これまで「技術」が社会を変えてきたというのは事実だが、技術と社会は別々に存在するというのではなく、技術は社会的インフラであり、その社会的インフラや歴史・文化を基盤に「社会的価値観」を磨くことで、生活・行動様式を変え、時間・場・機会を転換させて、都市・地域、産業・経済を変えてきた。

IT・AI・デジタルトランスフォーメーションなどの技術があって、それをツールとして使い社会をよりよいものにしようという「社会的価値観」が変わらなかったので、本質的に社会を変えることができなかった。コロナ禍は社会変革のトリガーとなる「社会的価値観」を大きく変えようとしている。
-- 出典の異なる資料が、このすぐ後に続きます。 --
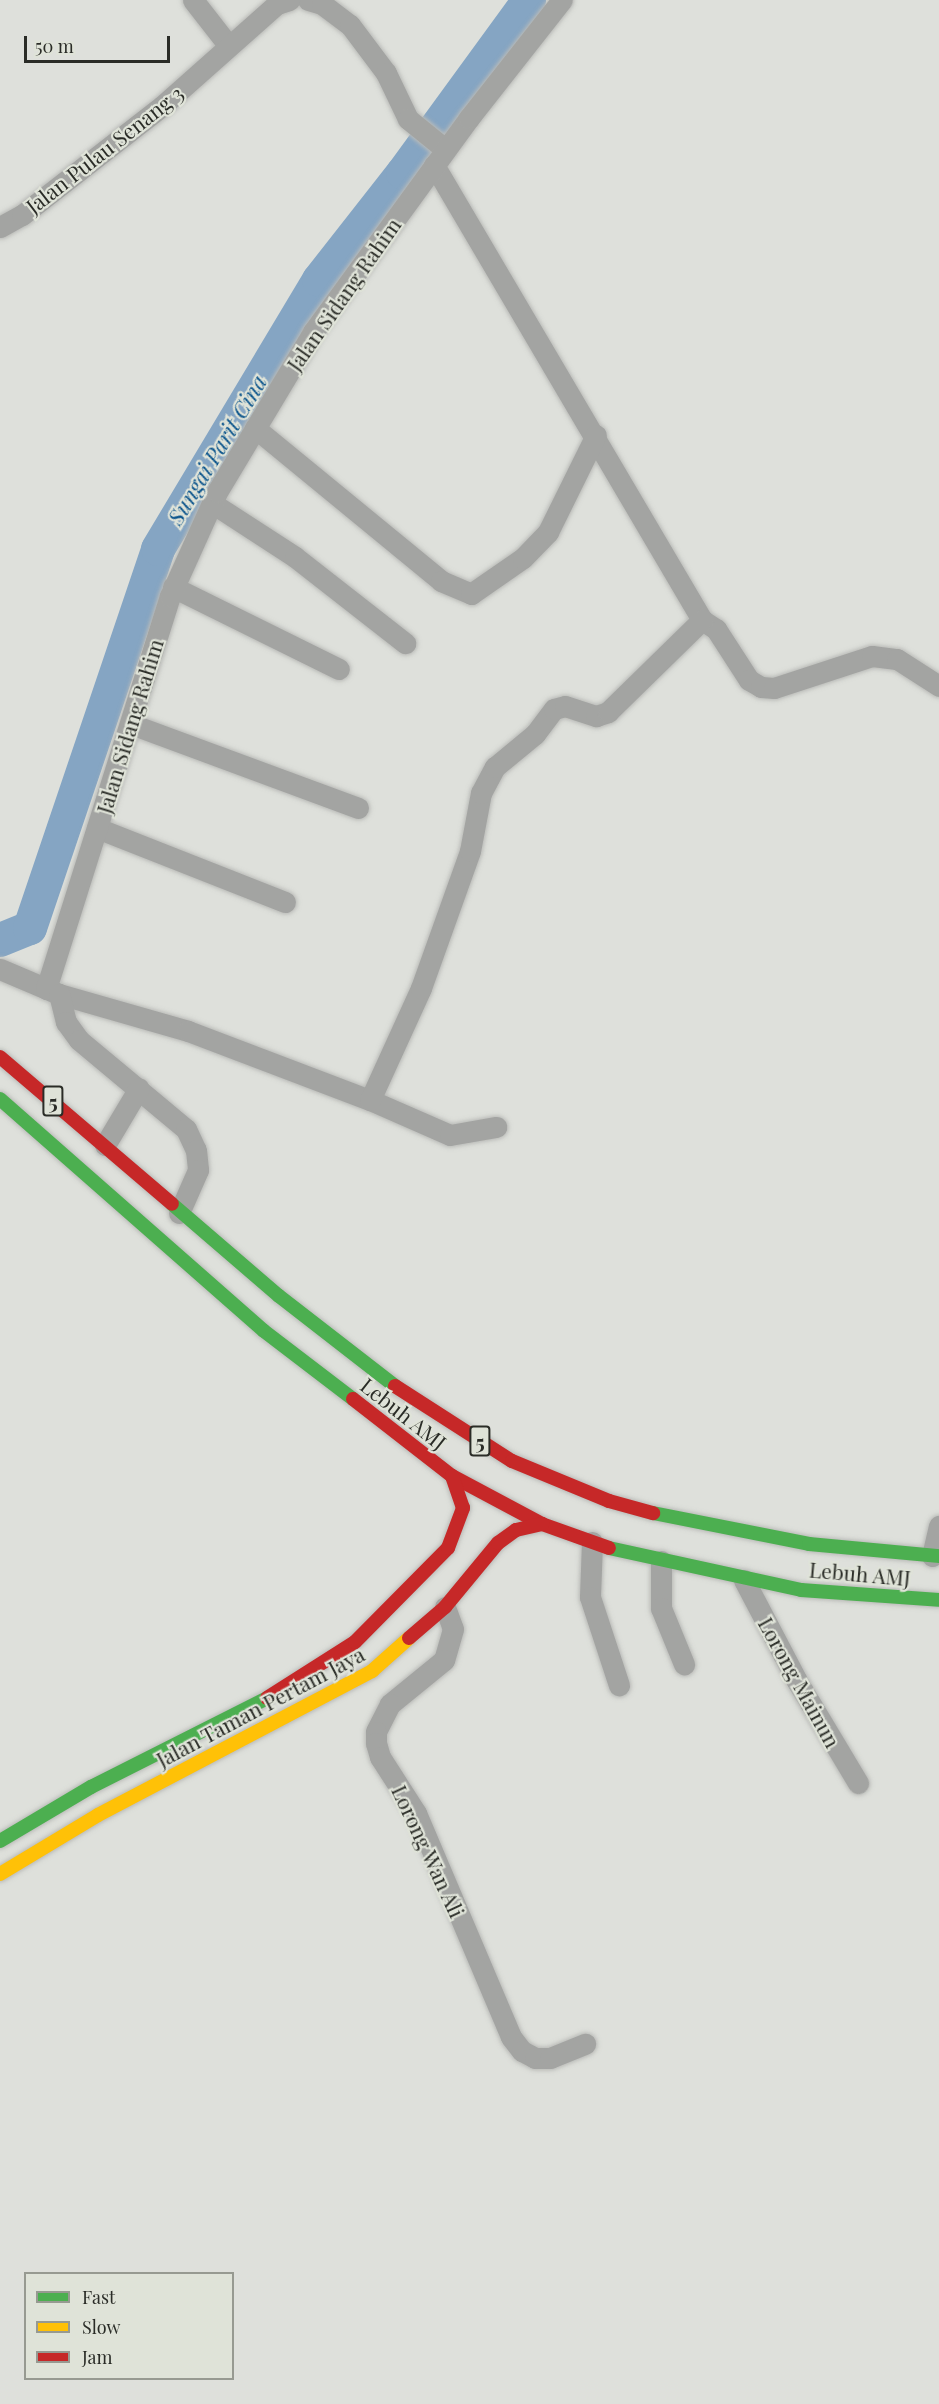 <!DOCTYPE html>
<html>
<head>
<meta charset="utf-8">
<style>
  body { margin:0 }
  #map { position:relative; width:939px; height:2404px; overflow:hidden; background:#dee0db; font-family:"Playfair Display",serif }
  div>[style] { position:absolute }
  .river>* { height:34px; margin:-17px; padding:0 17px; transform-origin:17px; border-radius:17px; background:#85a5c3 }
  .roads { filter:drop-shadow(0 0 2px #babbb8) drop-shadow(0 0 2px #babbb8) }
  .street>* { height:21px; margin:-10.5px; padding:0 10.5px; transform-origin:10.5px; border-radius:10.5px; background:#a3a4a2 }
  .fast>* { height:14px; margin:-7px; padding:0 7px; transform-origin:7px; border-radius:7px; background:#4caf50 }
  .slow>* { height:14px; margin:-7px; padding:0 7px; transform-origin:7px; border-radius:7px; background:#ffc107 }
  .jam>* { height:14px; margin:-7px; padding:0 7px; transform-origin:7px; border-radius:7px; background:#c62828 }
  span { translate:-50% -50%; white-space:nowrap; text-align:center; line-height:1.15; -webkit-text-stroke:4.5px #dfe3d8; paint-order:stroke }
  .shield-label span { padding:2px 4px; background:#dfe3d8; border:2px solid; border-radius:4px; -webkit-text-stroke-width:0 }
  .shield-label { font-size:20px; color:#2a2c27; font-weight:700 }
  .street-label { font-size:21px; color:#2a2c27 }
  .water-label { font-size:22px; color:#09538b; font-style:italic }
  .legend { position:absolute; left:24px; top:2272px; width:210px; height:108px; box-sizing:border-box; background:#dfe3d8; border:2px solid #979a91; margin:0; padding:8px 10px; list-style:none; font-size:18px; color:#2a2c27 }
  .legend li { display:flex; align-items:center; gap:12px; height:30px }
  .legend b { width:30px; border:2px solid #979a91 }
  .scale { position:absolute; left:24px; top:36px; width:146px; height:27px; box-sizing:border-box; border:3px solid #2a2c27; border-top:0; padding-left:8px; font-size:18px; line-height:21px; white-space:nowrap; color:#2a2c27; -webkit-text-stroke:4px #dfe3d8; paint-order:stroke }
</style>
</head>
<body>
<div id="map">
  <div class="river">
    <div style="left:0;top:940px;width:32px;rotate:-22deg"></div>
    <div style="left:30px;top:928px;width:400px;rotate:-71.3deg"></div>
    <div style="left:158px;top:549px;width:313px;rotate:-59.1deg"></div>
    <div style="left:319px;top:280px;width:136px;rotate:-51.9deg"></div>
    <div style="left:403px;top:173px;width:214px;rotate:-53.9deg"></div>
  </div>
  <div class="roads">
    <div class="street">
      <div style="left:193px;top:0;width:58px;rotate:52deg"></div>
      <div style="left:308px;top:0;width:15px;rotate:16deg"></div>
      <div style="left:322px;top:4px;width:35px;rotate:37deg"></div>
      <div style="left:350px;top:25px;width:60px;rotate:53.1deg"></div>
      <div style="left:386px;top:73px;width:51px;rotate:64.4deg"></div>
      <div style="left:408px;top:119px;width:48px;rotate:39deg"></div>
      <div style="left:434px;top:165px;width:528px;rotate:59.5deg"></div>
      <div style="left:702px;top:620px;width:17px;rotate:33deg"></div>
      <div style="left:716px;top:629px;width:61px;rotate:57.1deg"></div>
      <div style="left:749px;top:680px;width:14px;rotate:30deg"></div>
      <div style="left:761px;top:687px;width:13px;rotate:4deg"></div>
      <div style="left:774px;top:688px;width:103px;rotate:-18.1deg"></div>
      <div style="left:872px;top:656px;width:25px;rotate:7deg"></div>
      <div style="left:897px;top:659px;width:50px;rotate:32.7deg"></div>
      <div style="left:0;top:227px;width:25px;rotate:-29deg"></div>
      <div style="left:22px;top:215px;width:177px;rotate:-37.9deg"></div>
      <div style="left:162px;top:106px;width:154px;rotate:-41.6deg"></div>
      <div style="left:277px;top:4px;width:13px;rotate:-18deg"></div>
      <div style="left:255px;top:428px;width:241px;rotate:39.4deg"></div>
      <div style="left:441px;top:581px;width:33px;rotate:23deg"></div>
      <div style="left:471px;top:594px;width:63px;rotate:-34.7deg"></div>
      <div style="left:523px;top:558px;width:36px;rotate:-46deg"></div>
      <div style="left:548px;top:532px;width:108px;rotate:-63.7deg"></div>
      <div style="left:212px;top:503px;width:99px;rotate:33deg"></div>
      <div style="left:295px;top:557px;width:140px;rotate:38deg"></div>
      <div style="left:173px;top:587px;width:185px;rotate:26.3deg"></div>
      <div style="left:131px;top:724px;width:242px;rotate:20.3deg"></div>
      <div style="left:97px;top:828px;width:202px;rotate:21.5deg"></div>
      <div style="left:0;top:969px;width:64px;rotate:23deg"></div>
      <div style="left:59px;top:994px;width:134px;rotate:16deg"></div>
      <div style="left:188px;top:1031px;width:195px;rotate:20.8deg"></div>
      <div style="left:370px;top:1100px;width:87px;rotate:23.6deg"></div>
      <div style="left:450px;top:1135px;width:47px;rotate:-9.9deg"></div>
      <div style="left:46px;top:989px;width:412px;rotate:-72.5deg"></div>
      <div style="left:170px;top:596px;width:114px;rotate:-65.7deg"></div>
      <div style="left:217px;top:492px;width:187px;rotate:-59deg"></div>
      <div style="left:313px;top:332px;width:265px;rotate:-53.9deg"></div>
      <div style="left:469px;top:118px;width:150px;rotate:-51.8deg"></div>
      <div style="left:59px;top:994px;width:29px;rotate:76deg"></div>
      <div style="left:66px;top:1022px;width:22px;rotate:54deg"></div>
      <div style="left:79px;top:1040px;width:139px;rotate:39.8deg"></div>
      <div style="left:186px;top:1129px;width:23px;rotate:65deg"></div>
      <div style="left:196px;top:1150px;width:20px;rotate:84deg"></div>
      <div style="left:198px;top:1170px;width:47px;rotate:113.8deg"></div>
      <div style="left:370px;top:1100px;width:123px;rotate:-65.5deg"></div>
      <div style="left:421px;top:988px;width:145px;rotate:-70.3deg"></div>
      <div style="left:470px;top:851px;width:59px;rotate:-79.3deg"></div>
      <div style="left:481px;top:793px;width:30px;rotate:-62deg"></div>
      <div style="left:495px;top:767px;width:52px;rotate:-39.5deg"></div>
      <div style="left:535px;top:734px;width:31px;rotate:-53deg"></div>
      <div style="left:554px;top:709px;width:11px;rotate:-15deg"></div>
      <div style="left:565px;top:706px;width:33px;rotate:18deg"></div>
      <div style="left:596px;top:716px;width:13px;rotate:-18deg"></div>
      <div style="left:608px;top:712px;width:132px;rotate:-44.4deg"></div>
      <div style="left:105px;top:1145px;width:66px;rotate:-59.2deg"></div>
      <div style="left:592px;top:1542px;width:55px;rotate:92.1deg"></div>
      <div style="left:590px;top:1597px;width:93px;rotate:71.8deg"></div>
      <div style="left:932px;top:1556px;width:31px;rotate:-77deg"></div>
      <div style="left:661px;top:1561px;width:47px;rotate:90deg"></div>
      <div style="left:661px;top:1608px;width:61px;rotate:67.7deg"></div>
      <div style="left:744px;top:1580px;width:114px;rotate:62.3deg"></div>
      <div style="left:797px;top:1681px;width:119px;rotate:59.1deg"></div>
      <div style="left:445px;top:1607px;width:23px;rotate:70deg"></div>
      <div style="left:453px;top:1629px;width:32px;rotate:106deg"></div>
      <div style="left:444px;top:1660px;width:70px;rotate:140.8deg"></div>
      <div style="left:390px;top:1704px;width:31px;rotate:117deg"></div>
      <div style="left:376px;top:1732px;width:11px;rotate:90deg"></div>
      <div style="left:376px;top:1743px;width:15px;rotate:74deg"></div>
      <div style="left:380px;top:1757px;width:67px;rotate:57.3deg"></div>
      <div style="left:416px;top:1813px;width:243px;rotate:67deg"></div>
      <div style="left:511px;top:2037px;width:18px;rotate:52deg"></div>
      <div style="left:522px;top:2051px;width:15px;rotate:28deg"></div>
      <div style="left:535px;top:2058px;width:15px"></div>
      <div style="left:550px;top:2058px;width:38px;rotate:-22deg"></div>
    </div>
    <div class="fast">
      <div style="left:0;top:1099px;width:351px;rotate:41.3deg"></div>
      <div style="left:264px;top:1331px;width:112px;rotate:37.4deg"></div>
      <div style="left:172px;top:1204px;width:141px;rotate:40.7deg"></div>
      <div style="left:279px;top:1296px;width:147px;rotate:37.8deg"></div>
      <div style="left:653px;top:1513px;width:159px;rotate:11.2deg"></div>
      <div style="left:809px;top:1544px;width:131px;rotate:5.3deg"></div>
      <div style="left:609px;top:1548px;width:197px;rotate:12.3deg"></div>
      <div style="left:801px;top:1590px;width:138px;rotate:4.1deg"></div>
      <div style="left:0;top:1841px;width:106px;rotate:-30.7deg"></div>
      <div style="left:91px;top:1787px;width:197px;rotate:-26.8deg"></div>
    </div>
    <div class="slow">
      <div style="left:0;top:1874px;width:114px;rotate:-31deg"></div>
      <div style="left:98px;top:1815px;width:310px;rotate:-27.7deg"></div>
      <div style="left:372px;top:1671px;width:50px;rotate:-41.7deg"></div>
    </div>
    <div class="jam">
      <div style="left:0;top:1057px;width:226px;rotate:40.5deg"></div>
      <div style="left:395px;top:1386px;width:139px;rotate:32.7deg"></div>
      <div style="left:512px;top:1461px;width:105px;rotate:22.4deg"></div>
      <div style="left:609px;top:1501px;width:46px;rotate:15.3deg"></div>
      <div style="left:353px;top:1399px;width:125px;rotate:37.9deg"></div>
      <div style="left:452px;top:1476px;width:102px;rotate:28.1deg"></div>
      <div style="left:542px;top:1524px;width:71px;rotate:19.7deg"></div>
      <div style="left:409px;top:1638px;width:48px;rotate:-40.7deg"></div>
      <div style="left:445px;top:1607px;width:83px;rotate:-50.4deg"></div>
      <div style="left:498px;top:1543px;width:22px;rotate:-36deg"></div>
      <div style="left:516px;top:1530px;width:27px;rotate:-13deg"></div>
      <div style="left:267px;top:1698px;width:104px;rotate:-32.5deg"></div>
      <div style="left:355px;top:1642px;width:132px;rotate:-45.3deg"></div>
      <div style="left:448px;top:1548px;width:43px;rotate:-69.4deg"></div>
      <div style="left:463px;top:1508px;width:34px;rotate:-109deg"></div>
    </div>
  </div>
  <div class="shield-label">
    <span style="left:53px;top:1101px">5</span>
    <span style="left:480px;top:1441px">5</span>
  </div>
  <div class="street-label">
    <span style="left:104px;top:149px;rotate:-38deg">Jalan Pulau Senang 3</span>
    <span style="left:343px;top:294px;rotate:-55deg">Jalan Sidang Rahim</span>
    <span style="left:129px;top:726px;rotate:-73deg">Jalan Sidang Rahim</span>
    <span style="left:404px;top:1413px;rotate:38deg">Lebuh AMJ</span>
    <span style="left:860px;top:1573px;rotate:5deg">Lebuh AMJ</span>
    <span style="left:800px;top:1682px;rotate:61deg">Lorong Mainun</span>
    <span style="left:260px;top:1706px;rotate:-28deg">Jalan Taman Pertam Jaya</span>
    <span style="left:429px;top:1851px;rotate:65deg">Lorong Wan Ali</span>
  </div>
  <div class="water-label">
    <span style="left:217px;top:450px;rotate:-59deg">Sungai Parit Cina</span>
  </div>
  <ul class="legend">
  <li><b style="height:8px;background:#4caf50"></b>Fast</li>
  <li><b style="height:8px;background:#ffc107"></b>Slow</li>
  <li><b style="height:8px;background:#c62828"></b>Jam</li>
  </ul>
  <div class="scale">50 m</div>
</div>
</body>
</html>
そのことに気づいた人・会社と気づかない人・会社の差がこれから明らかになっいく。


ではそういった市場観・未来観はどうしたら身につくのか。世界経営者会議の登壇者たちは、異口同音に、「より深く考えること」といい、似鳥昭雄氏の「いつも未来のことを考えつづけている」は圧巻。


なぜ「」が大切なのか。
今まで、「なにをわかってもらいたいのか」から、目を背けてきた。コロナ禍まではこれまでの延長線上の社会で、「なにを言わなくてもわかってもらえる。理解される」と思ってきた。
今まで頑張ってきた、今まで努力してきた、今まで売れてきた、今まで良いといわれてきた…だから何も言わなくても判ってもらえると思った。誰かが見たり聴いたりして、あなたのことを、あなたの会社のことを「理解」してくれていた時代から、「わたしはなに」「わが社はなにを伝えなければ理解されない時代となった。現にコロナ禍のなか、目的・必要性がなければ、オンラインミーティングに呼ばれない ― すでにそれが始まっている。


3.会社は何のために存在するのか ― 「パーパス」をもつ人・もたない人。
パーパス
世界経営者会議の2日で、一気に知られることとなった言葉。パーパスとは企業の存在意義。KPMG ジャパンの森俊哉チェアマンのプレゼンは「パーパス」一色で、圧倒された。登壇者の多くが「パーパス」を語った。パーパスは、私が言っている「私は、私の会社は、なにをしようとしているのか」「世の中にその会社・店がなくなれば困る会社・店でありつづける」と同じ文脈である。



コロナ禍に入り1年が近づく。社会はコロナ禍前とコロナ禍後が鮮明になりつつある。コロナ禍の現場を絵にした。あなたは、あなたの会社は、この絵のどこにいるのだろうか?



すでに1年。コロナ禍はいまだかつてなかった大変なことであるが、そのコロナ禍をどうとらえているのかで違いが大きくでてきつつある。



こういう時期だから緊急事態だから、「イチから考えよ」「ゼロベースで考えよ」と明じるトップがいたりするが、そもそもイチとゼロは全然意味が違う。こんなことだけを言っても、なにも進まない。
コロナ禍による経営危機に対して、現状をどう捉えるのか、未来はどうなるのか、そのなかで、私はわが社はなにができるのか、そもそも私はわが社は社会のなかで、なんのために存在しているのか、世の中からどう見られたいのか、どうしたら満足できるのかーの問いに答えられるか否か。


コロナ禍に入りもうすぐ1年が経つ。右往左往したり思考停止したり試行錯誤したり、混乱したり停滞したり、これまでをご破算にしたりとする人・会社と、コロナ禍後の姿を明確に捉えて準備し行動する人・会社のちがいがどこにあるのかを「世界経営者会議」で再認識した。